Dear Frugal Upstate,
I’ve been using and love your Homemade Laundry Soap, but it’s got me wondering. . . do you have a frugal homemade laundry stain remover? My kids (and frankly my husband) are hard on clothes.
Well Alice, here are a few inexpensive options you can use to deal with stains. Remember, I am not a fabric or stain expert, and you have to use any method at your own risk:
1. Use Fels Naptha, Octagon or another “Laundry” bar soap as a stain pretreatment.
Many people will just take a bar of a true laundry soap such as Fels Naptha, wet it and rub it into the stain. Let it sit for a few minutes then toss it in the laundry as usual.
2. Pretreat with Tide (or another product you feel really works well).
At one of the conferences I attended I had a really long, really interesting talk with one of the gentleman from a large name brand detergent company you would recognize. I found it very interesting that he said yes, Tide really does get out the tough stains. . . but that most other detergents (like the brand he represented) worked just as well for normal laundry dirt.
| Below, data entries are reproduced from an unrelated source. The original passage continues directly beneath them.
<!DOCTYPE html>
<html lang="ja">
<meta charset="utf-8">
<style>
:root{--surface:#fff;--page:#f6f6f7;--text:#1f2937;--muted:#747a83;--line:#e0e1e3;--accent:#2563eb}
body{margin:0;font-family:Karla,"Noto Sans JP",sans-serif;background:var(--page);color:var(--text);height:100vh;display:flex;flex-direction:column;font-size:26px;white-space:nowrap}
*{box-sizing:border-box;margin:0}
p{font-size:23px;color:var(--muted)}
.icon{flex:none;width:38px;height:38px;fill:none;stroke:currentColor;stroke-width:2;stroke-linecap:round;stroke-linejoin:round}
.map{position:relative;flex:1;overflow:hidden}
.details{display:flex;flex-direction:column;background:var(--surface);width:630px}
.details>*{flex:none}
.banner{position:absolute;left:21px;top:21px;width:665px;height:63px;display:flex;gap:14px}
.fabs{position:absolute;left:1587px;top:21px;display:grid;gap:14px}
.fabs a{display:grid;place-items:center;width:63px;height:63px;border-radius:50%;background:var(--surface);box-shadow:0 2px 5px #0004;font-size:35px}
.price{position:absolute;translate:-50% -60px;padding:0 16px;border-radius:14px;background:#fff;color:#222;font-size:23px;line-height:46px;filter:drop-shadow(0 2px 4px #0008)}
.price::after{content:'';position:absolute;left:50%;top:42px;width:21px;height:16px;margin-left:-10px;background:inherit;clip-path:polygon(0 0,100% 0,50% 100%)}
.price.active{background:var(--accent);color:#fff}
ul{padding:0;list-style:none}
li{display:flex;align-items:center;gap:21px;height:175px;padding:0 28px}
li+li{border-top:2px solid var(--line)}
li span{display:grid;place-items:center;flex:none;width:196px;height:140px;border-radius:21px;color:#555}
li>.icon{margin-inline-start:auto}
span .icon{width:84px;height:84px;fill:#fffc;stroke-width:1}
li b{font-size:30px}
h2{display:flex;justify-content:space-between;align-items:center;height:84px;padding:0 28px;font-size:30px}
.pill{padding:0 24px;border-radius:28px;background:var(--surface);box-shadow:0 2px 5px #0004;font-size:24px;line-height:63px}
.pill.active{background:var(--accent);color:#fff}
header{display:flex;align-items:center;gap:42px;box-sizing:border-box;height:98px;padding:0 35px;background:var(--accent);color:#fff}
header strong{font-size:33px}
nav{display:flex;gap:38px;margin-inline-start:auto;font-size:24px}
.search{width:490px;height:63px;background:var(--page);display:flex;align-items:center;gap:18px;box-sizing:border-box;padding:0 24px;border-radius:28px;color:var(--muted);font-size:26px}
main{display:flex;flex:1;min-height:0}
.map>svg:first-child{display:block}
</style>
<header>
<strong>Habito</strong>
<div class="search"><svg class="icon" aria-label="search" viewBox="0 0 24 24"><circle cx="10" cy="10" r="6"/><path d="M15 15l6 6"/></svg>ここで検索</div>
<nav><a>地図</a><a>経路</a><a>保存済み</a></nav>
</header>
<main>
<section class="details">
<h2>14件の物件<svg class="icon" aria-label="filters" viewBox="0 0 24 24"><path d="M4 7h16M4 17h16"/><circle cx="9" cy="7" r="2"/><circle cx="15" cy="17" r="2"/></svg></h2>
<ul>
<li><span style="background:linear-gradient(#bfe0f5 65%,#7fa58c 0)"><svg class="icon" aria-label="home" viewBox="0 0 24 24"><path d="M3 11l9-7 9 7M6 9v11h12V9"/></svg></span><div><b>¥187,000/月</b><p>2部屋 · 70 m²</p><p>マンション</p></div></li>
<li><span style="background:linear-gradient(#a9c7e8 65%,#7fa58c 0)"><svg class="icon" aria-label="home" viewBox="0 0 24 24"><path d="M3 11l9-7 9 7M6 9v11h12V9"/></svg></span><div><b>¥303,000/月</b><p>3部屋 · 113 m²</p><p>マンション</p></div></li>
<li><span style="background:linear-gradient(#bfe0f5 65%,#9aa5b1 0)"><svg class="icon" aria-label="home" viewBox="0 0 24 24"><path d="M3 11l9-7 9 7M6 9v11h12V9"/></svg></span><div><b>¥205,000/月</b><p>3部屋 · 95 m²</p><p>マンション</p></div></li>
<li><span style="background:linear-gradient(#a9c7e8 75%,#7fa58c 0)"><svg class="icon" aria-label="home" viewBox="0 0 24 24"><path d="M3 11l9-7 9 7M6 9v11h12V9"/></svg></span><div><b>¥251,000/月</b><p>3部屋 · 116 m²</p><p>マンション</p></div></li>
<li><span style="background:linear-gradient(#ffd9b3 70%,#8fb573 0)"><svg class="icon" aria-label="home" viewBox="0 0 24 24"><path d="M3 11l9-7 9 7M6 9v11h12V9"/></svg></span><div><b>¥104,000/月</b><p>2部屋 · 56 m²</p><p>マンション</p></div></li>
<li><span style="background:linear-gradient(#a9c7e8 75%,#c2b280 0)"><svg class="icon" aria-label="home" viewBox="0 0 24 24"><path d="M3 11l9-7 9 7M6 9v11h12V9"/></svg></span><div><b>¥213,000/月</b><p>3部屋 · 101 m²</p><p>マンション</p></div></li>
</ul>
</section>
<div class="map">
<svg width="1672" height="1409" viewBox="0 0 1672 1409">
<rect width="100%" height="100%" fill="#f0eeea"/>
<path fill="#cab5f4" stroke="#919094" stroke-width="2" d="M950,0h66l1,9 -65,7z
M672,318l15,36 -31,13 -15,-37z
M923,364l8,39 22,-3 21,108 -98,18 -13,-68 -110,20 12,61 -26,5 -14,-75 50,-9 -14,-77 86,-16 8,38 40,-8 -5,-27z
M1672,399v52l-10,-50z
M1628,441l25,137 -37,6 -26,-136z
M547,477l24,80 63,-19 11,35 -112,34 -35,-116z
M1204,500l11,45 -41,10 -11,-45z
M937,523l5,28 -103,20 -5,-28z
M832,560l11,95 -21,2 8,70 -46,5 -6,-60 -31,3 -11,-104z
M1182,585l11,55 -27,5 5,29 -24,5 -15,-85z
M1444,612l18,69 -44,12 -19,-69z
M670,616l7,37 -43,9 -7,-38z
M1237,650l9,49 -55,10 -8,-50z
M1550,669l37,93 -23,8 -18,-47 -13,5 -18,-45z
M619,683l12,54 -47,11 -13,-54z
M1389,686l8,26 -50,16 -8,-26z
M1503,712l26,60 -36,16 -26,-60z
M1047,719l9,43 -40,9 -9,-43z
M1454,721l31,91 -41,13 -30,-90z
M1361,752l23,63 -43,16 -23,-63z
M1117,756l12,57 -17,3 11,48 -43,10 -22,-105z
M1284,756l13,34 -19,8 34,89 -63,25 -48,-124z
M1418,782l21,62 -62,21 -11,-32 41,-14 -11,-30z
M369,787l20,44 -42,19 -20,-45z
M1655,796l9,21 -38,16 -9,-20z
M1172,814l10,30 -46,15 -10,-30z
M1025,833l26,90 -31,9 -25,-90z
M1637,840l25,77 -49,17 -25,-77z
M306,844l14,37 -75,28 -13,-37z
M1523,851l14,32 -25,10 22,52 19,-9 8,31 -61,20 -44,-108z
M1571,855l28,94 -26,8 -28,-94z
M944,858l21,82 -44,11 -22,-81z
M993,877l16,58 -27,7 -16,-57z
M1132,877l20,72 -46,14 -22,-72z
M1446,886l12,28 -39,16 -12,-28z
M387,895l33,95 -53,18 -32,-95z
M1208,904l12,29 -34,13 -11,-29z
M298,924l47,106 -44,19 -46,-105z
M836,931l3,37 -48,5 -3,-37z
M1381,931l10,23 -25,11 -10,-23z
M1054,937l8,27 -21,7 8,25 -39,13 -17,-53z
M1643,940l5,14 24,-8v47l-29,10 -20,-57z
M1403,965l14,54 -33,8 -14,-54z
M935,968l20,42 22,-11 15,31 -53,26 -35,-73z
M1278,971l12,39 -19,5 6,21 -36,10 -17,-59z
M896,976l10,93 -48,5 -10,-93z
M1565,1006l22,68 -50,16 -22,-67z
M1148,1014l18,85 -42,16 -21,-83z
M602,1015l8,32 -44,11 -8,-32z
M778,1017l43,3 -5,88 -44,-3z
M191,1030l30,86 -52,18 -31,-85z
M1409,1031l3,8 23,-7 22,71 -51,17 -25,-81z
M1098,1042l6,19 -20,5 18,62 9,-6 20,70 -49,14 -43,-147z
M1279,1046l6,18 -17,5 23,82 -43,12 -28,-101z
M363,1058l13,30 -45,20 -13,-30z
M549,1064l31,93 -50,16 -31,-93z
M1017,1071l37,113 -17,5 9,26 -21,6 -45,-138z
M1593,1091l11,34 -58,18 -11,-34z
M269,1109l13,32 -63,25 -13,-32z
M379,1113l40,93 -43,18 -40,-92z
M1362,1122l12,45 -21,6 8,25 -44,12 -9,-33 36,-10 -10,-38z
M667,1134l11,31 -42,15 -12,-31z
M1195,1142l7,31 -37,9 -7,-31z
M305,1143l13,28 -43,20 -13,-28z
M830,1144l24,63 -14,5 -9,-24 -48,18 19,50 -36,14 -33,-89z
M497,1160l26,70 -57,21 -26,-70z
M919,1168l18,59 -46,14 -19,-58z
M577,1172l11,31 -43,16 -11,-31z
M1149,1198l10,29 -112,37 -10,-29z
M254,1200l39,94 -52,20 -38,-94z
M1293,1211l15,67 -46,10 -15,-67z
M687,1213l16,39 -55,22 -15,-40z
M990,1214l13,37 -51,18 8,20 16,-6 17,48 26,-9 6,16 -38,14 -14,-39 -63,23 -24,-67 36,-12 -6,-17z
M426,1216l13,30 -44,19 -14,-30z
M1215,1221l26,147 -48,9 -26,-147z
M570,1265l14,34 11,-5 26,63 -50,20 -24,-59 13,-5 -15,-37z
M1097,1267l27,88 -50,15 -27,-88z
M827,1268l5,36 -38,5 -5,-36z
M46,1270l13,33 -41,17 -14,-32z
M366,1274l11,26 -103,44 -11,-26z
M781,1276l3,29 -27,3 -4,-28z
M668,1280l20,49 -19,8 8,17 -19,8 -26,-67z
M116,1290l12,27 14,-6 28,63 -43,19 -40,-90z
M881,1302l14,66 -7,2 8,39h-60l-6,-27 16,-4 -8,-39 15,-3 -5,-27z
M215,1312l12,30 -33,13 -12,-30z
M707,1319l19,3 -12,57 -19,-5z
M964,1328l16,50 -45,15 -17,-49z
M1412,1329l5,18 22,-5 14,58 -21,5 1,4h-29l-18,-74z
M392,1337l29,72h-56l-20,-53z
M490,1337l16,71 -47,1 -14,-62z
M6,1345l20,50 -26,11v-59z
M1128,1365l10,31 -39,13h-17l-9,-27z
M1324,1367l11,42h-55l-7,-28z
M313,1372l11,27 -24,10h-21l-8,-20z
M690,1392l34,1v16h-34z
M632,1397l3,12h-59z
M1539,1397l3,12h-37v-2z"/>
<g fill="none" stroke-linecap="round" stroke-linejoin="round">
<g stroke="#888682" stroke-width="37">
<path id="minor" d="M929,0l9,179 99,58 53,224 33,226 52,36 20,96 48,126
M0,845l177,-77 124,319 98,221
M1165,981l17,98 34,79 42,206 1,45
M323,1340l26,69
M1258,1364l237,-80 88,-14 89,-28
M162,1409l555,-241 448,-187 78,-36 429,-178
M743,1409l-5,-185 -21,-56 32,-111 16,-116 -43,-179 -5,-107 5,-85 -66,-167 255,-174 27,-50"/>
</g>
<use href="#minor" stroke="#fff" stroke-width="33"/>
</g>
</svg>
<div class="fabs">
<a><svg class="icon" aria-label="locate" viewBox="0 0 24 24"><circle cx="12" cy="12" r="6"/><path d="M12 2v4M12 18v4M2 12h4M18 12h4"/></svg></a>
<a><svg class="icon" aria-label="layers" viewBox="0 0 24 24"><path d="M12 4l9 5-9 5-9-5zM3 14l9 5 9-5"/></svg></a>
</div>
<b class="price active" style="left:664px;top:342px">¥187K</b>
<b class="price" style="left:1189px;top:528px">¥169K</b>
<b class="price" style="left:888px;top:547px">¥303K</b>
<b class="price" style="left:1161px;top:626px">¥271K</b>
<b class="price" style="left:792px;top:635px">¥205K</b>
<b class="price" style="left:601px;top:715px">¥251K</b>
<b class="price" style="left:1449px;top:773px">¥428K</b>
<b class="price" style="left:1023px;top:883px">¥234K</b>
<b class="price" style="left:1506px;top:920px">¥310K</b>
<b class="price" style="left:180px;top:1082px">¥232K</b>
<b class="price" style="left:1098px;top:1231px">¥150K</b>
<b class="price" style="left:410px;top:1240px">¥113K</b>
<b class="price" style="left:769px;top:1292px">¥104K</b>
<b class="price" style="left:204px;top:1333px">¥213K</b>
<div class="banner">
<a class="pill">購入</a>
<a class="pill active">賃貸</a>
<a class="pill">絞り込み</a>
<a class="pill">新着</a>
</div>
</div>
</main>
My takeaway? For 90% of the jobs the inexpensive stuff (or homemade!) is fine, but if you’ve got a really really tough stain you might want to try the good stuff. So maybe, in the long run, it’s worth it to buy something like Tide, but to keep it ONLY as a stain pretreater-just rub a little bit of the liquid into the stain and give it time to work, then use the homemade detergent for the entire load.
3. Use a Homemade Stain Soak
I found the recipe for this stain soak years ago in my copy of The Complete Tightwad Gazette:
1 C Powdered Cascade (or other plain powdered dishwasher detergent)
1 C Clorox II
5 Gallons very hot tap water
Mix it together and then soak the stained articles overnight. Do not use on delicate fabrics or fabrics that are not color safe.
4. Ignore the stain.
Yeah, this is actually a method! An item can have a stain and be completely clean. I don’t bother trying to get the stains out of the bottoms of my kids socks (they INSIST on wearing socks outside while I’m not looking) or my washcloths for the kitchen sink.
Personally, I like the idea of kids having “play clothes” and “school clothes” so that when they come home (and are more likely to be outside getting filthy) they wear clothes that are either already stained or that I don’t care if they get stained. I’m working on implementing that here-maybe it’s something that would help you?
So what are some of your favorite frugal stain strategies?